A judge ruled Dr Atoniadou responsible for Miss Worrall’s bitter disappointment last year and ordered her to pay £14,378 in damages.
But now two appeal judges have reversed that decision and exonerated the surgeon.
Dr Antoniadou could not be blamed if Mrs Worrall left the pre-operative consultation with “the wrong end of the stick,” they ruled.
Mrs Worrall was ordered to repay the compensation, with interest, and hit with a £35,000 legal costs bill as the price of defeat.
The court heard earlier that Mrs Worrall had a 34DD bra size before nursing her children reduced her to a C-cup.
Jeremy Roussak QC, for Dr Antoniadou, explained: “She was getting married in three months and wanted to look good for her wedding.”
She discussed the surgical options with Dr Antoniadou and decided to opt for a “relatively minor” double breast implant.
Mrs Worrall, now 35, was clear that she didn’t want the more radical mastopexy breast uplift procedure, which involved some scarring.
The implants were fitted in August 2010 – two months before her wedding – and Mrs Worrall was at first delighted with the results.
But Lord Justice Tomlinson said her breasts “began to droop” again not long afterwards.
A horrified Mrs Worrall was advised that she now needed a mastopexy, which the clinic agreed to carry out free of charge.
But the judge said that proved impossible after she suffered a minor heart attack and the discovery of cardiac problems ruled out surgery.
In June last year, Judge Neil Davey QC ruled that Dr Antoniadou had been negligent.
He said Mrs Worrall had left the consultation with “the impression” that she would not need an uplift for five to 10 years.
Although that was not the advice the surgeon gave, English was not her mother tongue, she “spoke very quickly” and there had been “a misunderstanding.” Overturning the decision and stripping Mrs Worrall of her payout, Lord Justice Tomlinson ruled that Dr Antoniadou had done nothing wrong.
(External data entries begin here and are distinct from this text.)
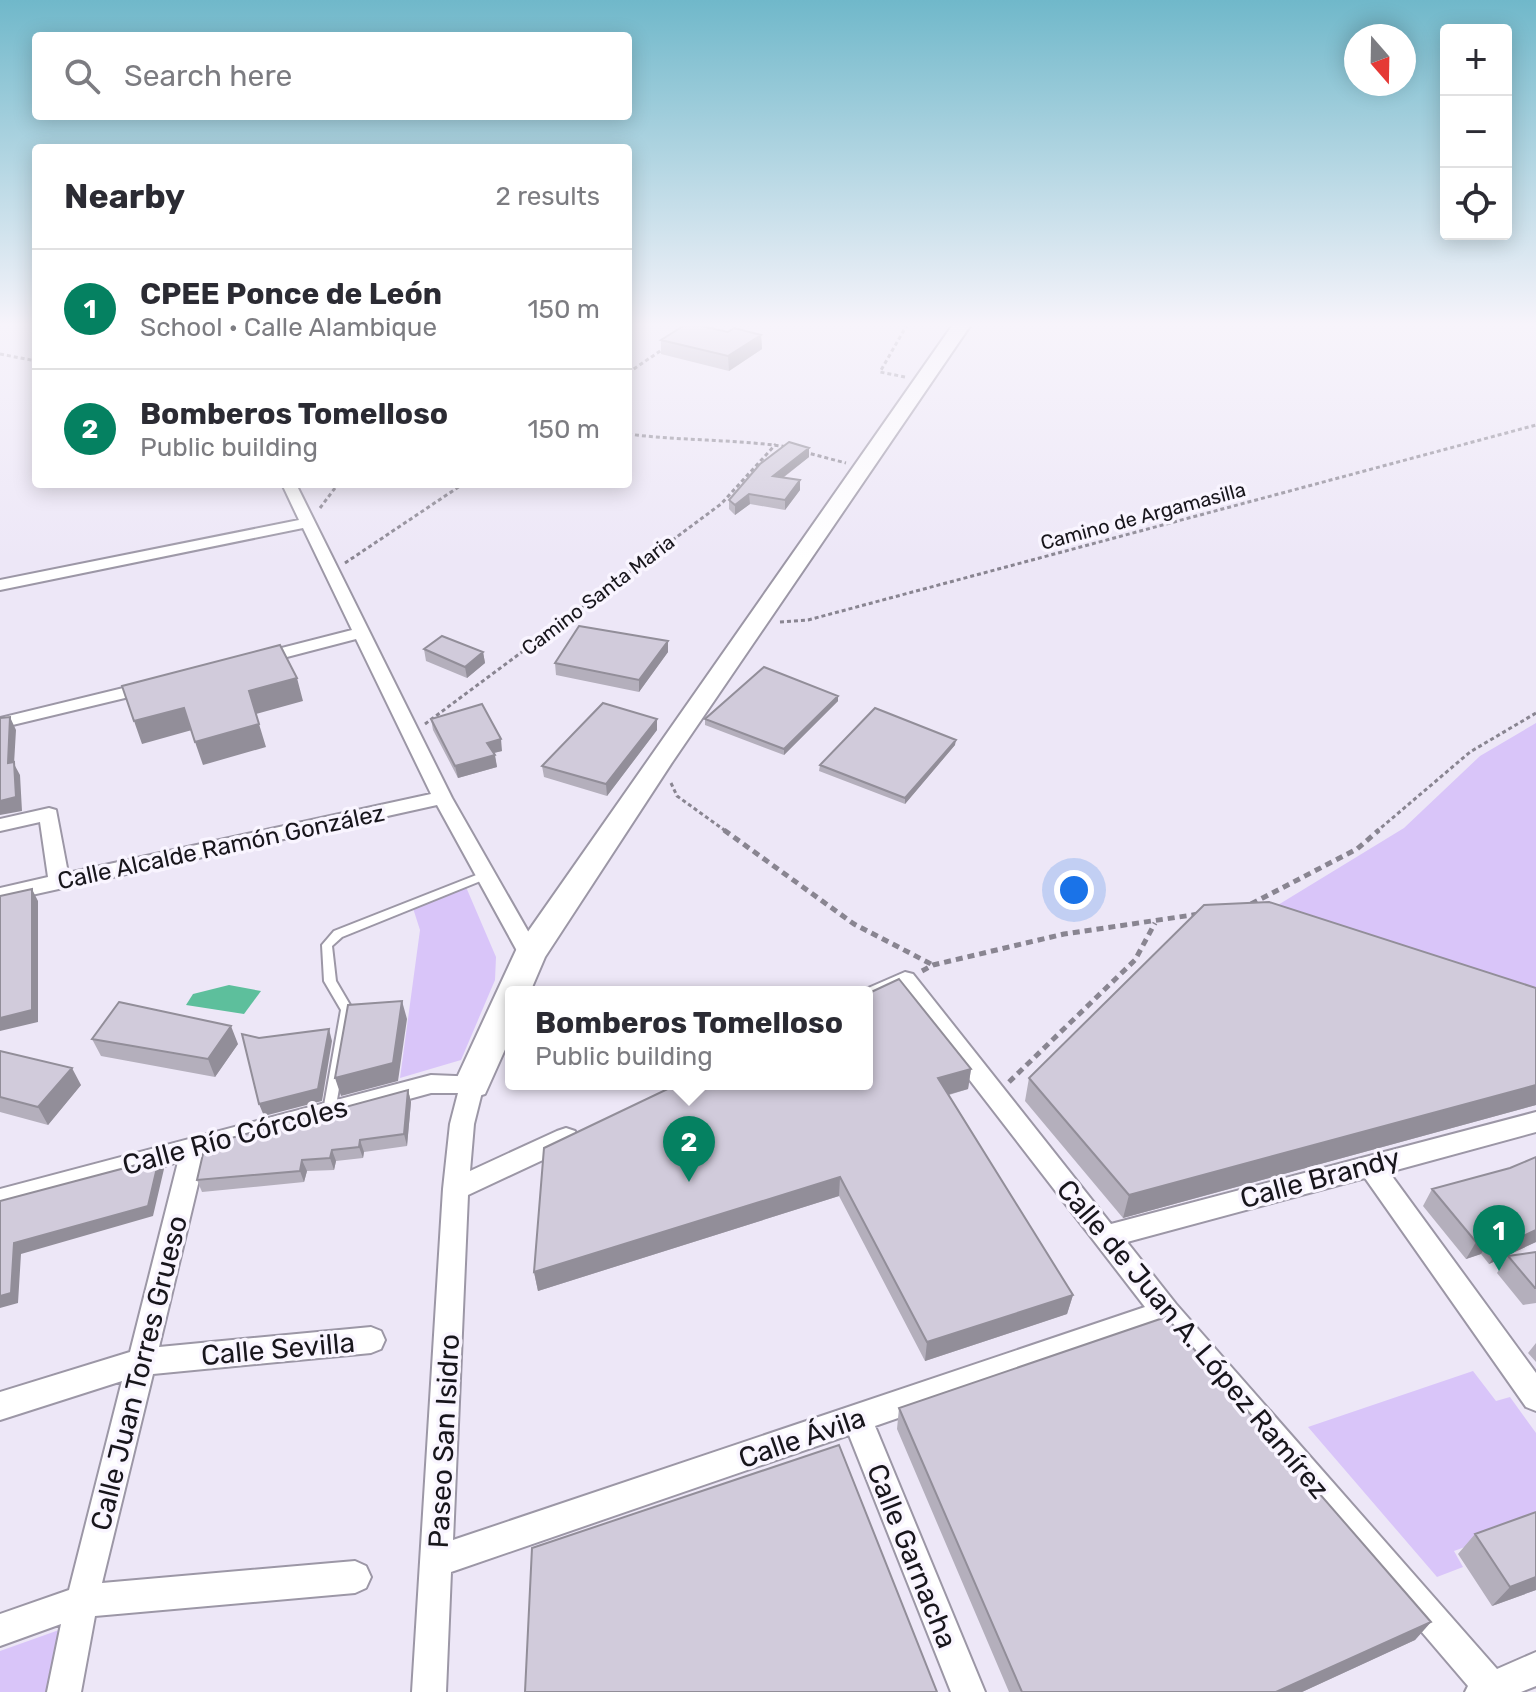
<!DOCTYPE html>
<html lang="en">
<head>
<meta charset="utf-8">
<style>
  body { margin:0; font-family:Rubik,sans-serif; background:#f7f7f7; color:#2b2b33 }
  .controls { position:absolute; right:24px; top:24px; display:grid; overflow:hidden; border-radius:8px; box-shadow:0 4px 20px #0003 }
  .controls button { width:72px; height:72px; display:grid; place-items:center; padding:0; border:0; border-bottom:2px solid #e1e1e2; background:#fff; color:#2b2b33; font:40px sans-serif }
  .compass { position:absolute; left:1344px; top:24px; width:72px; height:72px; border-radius:50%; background:#fff; box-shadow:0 4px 20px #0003; rotate:160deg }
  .you { position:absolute; left:1074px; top:890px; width:28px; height:28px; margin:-20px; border:6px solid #fff; border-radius:50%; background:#1a73e8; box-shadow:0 0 0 12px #1a73e833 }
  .badge { display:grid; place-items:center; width:52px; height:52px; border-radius:50%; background:#058161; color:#fff; font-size:26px; font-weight:700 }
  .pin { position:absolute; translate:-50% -66px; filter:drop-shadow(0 2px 4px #0008) }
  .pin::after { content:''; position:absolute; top:42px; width:28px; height:24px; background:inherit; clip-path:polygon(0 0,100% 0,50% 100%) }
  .popup { position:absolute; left:505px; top:986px; width:368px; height:104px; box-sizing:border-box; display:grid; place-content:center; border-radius:8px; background:#fff; filter:drop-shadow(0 2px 6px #0005); font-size:26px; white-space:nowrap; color:#7c7c81 }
  .popup b { font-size:30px; color:#2b2b33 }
  .popup::after { content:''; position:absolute; left:50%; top:100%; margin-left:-16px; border:16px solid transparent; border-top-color:#fff }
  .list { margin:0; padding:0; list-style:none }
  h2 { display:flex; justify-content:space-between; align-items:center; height:104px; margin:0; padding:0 32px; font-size:34px }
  h2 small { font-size:26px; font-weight:400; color:#7c7c81 }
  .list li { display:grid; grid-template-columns:52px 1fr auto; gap:24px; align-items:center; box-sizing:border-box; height:120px; padding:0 32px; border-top:2px solid #e1e1e2 }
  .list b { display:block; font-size:30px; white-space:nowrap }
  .list p { margin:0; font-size:26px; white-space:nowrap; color:#7c7c81 }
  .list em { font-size:26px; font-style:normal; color:#7c7c81 }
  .icon { flex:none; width:44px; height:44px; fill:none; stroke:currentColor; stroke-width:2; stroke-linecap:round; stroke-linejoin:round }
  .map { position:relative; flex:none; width:1536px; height:1692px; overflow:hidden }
  .search { position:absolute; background:#fff; box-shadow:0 4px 20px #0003; left:32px; top:32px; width:600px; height:88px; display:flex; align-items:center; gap:20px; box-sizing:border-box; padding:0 28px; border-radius:8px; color:#7c7c81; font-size:30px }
  .panel { position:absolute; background:#fff; box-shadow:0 4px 20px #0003; left:32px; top:144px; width:600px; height:344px; border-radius:8px }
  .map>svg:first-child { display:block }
  .green { fill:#d9c5f9 }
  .water { fill:#5dbf9c }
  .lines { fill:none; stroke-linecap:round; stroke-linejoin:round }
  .lane-casing { stroke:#9c97a6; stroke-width:4 }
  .street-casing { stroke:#9c97a6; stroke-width:4 }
  .secondary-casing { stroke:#9c97a6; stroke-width:4 }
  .path-far1 { stroke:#898591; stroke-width:3; stroke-dasharray:4 3; stroke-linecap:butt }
  .path { stroke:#898591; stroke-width:5; stroke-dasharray:7 5; stroke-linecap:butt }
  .lane { fill:#fff; fill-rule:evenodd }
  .street { fill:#fff; fill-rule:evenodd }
  .secondary { fill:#fff; fill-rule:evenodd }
  .wall { fill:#b4afbc }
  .shaded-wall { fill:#928e99 }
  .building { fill:#d1cbdb; stroke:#928e99; stroke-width:2 }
  .labels { text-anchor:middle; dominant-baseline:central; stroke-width:7; stroke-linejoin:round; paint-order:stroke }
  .far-street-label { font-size:20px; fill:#18161c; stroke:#f9f5ff }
  .street-label { font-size:24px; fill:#18161c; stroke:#f9f5ff }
  .near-street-label { font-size:28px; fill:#18161c; stroke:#f9f5ff }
</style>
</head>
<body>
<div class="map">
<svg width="1536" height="1692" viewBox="0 0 1536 1692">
  <rect width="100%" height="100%" fill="#ede7f7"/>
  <path class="green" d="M1536,723V1009L1273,908L1404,828L1480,756Z
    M466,887L496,957L495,980L461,1060L400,1078L420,930L412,905Z
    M1473,1371L1496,1401L1510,1397L1536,1433V1521L1454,1551L1463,1567L1437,1577L1308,1427Z
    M59,1630L46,1692H0V1651Z"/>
  <path class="water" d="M229,985L261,991L244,1014L186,1005L193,994Z"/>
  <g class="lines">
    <defs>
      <path id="lane" d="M484,872L488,874L489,876L488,878L342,937L332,946L336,981L353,1010L335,1111L333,1114L329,1116L325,1114L323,1111L341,1010L324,981L322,945L334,931Z"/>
      <path id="street" d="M282,484H296L452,798L541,954L538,960H522L437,805L0,902V888L48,877L40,822L0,831V819L49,808L56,810L68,873L431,794L356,639L260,664L251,659L254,655L352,630L303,528L0,590V580L299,520Z
        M148,682L157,687L154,691L0,728V718Z
        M905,972L913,974L1111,1224L1536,1112V1132L1389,1172L1536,1373V1411L1526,1407L1365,1178L1127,1242L1176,1304L1497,1669L1536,1652V1686L1521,1692H1465L1468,1686L1161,1327L875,1426L985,1692H951L849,1435L451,1572L446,1692H412L443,1189L450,1124L458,1093H431L205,1155L159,1347L371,1327L381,1331L385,1340L381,1349L371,1353L153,1374L102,1583L355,1561L366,1566L371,1577L366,1588L355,1593L95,1616L81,1692H47L61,1624L0,1646V1614L69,1590L122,1381L0,1420V1392L130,1352L178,1162L0,1211V1189L431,1075L480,1077L484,1084L474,1124L470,1171L557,1131L566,1128L575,1131L578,1138L575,1145L468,1195L453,1540L1145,1307L901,991L867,1006V992H859Z"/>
      <path id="secondary" d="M954,323H972L671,764L545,957L530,992H511V1036L485,1094L472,1098L459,1094L454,1084L518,946Z"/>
    </defs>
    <use href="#lane" class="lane-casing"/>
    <use href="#street" class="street-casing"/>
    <use href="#secondary" class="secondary-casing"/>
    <path class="path-far1" d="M0,354L36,361
      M628,373L663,349
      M905,377L880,372L908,323
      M628,434C681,441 735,439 788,447
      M804,452L846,463
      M320,508L338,484
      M345,563L463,484
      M780,622L808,620L1536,425
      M425,724L721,504L776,444
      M671,783L677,796L727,832
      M1376,832L1470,752L1536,713"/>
    <path class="path" d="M724,830L854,924L933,965
      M1251,904L1357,849L1379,830
      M922,971L933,965L1064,934L1199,914
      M1009,1082L1135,960L1155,923"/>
    <use href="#lane" class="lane"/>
    <use href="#street" class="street"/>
    <use href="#secondary" class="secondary"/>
  </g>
  <path class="wall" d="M728,332L761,335L762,349L729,371L661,354V340Z
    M809,448V457L783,478L800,490L785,510L750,504L735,515L729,509V500Z
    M668,641V652L639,692L556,675L555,663Z
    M424,649L483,652L485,663L467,678L426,661Z
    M838,696V701L784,755L705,725V719Z
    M431,719L502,751L494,753L497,767L458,778L433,730Z
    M657,730L607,796L544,777L542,766Z
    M955,745L905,804L819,771L820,765Z
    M1536,988V1105L1123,1218L1025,1101L1029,1078Z
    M92,1039L238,1044L215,1077L101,1056Z
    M0,1051L81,1085L48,1125L0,1112Z
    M971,1069L968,1089L949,1095L1073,1295L1067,1314L925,1361L839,1196L538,1291L534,1272Z
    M408,1090L411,1102L407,1146L364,1152L363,1158L336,1161L334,1170L307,1171L304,1182L202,1192L197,1180Z
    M1536,1157V1242L1489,1264L1481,1254L1466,1259L1423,1206L1432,1189L1510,1168Z
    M1536,1252V1303L1523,1305L1497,1273L1508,1256Z
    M1536,1343V1362L1528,1353Z
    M899,1408L1431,1622L1415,1640L1302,1692H1009L897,1429Z
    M1475,1534L1536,1590L1492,1606L1458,1554Z"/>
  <path class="shaded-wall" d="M761,335L762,349L729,371L728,356Z
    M809,448V457L772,486L773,476Z
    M800,480V490L785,510V500Z
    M749,494L750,504L735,515V505Z
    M668,641V652L639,692V680Z
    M483,652L485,663L467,678L465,667Z
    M297,678L303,701L256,714L249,691Z
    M838,696V701L784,755V749Z
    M184,708L192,730L142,744L134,721Z
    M10,717L16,730L14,764L20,775L22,811L0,815V801L8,763Z
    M657,719V730L607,796L606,784Z
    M259,724L266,747L203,765L195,742Z
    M501,739L502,751L489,754L487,743Z
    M956,740L955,745L905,804V798Z
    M495,755L497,767L458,778L455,766Z
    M32,889L38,901V1022L0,1031V1018Z
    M402,1001L407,1019L398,1081L341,1096L335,1078Z
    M231,1026L238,1044L215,1077L208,1059Z
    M329,1029L332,1041L322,1101L264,1116L259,1104Z
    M72,1068L81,1085L48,1125L38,1107Z
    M971,1069L968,1089L936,1098L938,1078Z
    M1536,1085V1105L1123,1218L1129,1195Z
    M408,1090L411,1102L407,1146L404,1134Z
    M360,1140L364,1152L363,1158L359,1147Z
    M332,1150L336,1161L334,1170L330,1158Z
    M159,1159L164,1169L153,1216L21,1254L18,1303L0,1308V1296L14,1243Z
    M302,1160L307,1171L304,1182L300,1171Z
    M840,1177L839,1196L538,1291L534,1272Z
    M1536,1230V1242L1489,1264L1500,1247Z
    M1492,1237L1481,1254L1466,1259L1476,1242Z
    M1073,1295L1067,1314L925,1361L927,1342Z
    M1536,1577V1590L1492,1606L1510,1587Z
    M1431,1622L1415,1640L1302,1692H1276Z"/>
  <path class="building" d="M688,323L728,332L734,328L761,335L728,356L661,340Z
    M789,442L809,448L773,476L800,480L785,500L749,494L735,505L729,500L760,464Z
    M579,626L668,641L639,680L555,663Z
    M442,636L483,652L465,667L424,649Z
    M280,645L297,678L249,691L259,724L195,742L184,708L134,721L122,686Z
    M764,667L838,696L784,749L705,719Z
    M603,703L657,719L606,784L542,766Z
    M482,704L501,739L487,743L495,755L455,766L431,719Z
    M875,708L956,740L905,798L820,765Z
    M10,717L8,763L14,762L16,797L0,801V718Z
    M32,889V1010L0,1018V896Z
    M1269,902L1536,988V1085L1129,1195L1029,1078L1204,905Z
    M899,979L971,1069L938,1078L1073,1295L927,1342L840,1177L534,1272L544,1148L678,1084H867V994Z
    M402,1001L393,1063L335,1078L348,1005Z
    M119,1002L231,1026L208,1059L92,1039Z
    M329,1029L318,1089L259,1104L242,1034L259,1038Z
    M0,1051L72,1068L38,1107L0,1097Z
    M408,1090L404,1134L360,1140L359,1147L332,1150L330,1158L302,1160L300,1171L197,1180L205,1145Z
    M1536,1157V1230L1500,1247L1492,1237L1476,1242L1432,1189L1510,1168Z
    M159,1159L148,1206L14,1243L11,1293L0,1296V1201Z
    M1536,1252V1288H1535L1508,1256Z
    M1166,1317L1431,1622L1276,1692H1022L899,1408Z
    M839,1445L937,1692H525L532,1548Z
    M1536,1512V1577L1510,1587L1475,1534Z"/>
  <linearGradient id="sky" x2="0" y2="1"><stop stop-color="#70b8ca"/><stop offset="0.58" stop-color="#f7f4fb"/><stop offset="1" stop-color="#f7f4fb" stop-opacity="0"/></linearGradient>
  <rect width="1536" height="560" fill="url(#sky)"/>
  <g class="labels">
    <g class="far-street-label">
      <text transform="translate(1143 516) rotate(-15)">Camino de Argamasilla</text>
      <text transform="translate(598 595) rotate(-37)">Camino Santa Maria</text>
    </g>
    <g class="street-label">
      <text transform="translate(221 847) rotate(-12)">Calle Alcalde Ramón González</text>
    </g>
    <g class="near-street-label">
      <text transform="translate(235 1136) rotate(-15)">Calle Río Córcoles</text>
      <text transform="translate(1320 1178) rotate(-15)">Calle Brandy</text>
      <text transform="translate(1193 1339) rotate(50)">Calle de Juan A. López Ramírez</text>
      <text transform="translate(278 1349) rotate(-5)">Calle Sevilla</text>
      <text transform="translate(139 1373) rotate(-76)">Calle Juan Torres Grueso</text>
      <text transform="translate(802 1438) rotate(-19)">Calle Ávila</text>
      <text transform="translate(444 1441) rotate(-87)">Paseo San Isidro</text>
      <text transform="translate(912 1556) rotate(68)">Calle Garnacha</text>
    </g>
  </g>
</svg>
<div class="controls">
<button>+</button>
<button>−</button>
<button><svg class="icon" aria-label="locate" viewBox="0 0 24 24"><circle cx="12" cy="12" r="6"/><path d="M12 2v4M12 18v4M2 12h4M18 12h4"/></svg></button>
</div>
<svg class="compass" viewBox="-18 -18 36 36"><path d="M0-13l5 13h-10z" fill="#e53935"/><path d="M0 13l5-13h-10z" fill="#7c7c81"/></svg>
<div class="you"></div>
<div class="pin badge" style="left:1499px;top:1271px">1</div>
<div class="pin badge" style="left:689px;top:1182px">2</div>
<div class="popup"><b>Bomberos Tomelloso</b>Public building</div>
<div class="search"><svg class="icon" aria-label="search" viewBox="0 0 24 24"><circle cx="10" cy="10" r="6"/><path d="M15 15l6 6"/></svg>Search here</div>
<section class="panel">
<h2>Nearby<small>2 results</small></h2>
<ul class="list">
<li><span class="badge">1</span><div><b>CPEE Ponce de León</b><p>School · Calle Alambique</p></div><em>150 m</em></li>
<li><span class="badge">2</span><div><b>Bomberos Tomelloso</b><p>Public building</p></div><em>150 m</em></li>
</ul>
</section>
</div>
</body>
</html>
The advice she gave her patient was correct and she was not responsible for Mrs Worrall “getting hold of the wrong end of the stick.”
“A medical professional ought not to be held liable in such circumstances,” concluded the judge, who was sitting with Lord Justice David Richards.
Mrs Worrall was ordered to repay the £14,378 compensation and must now also pay the legal costs of Dr Antoniadou’s defence.
She was ordered to pay £35,000 in costs on account, pending final assessment of her bill, which could ultimately be double that sum.
Mr Roussak earlier told the court that Mrs Worrall had been “absolutely determined” to have the breast implants.
She was “very unhappy about the size and shape of her breasts” and, after she complained, the cost of the implants was refunded to her.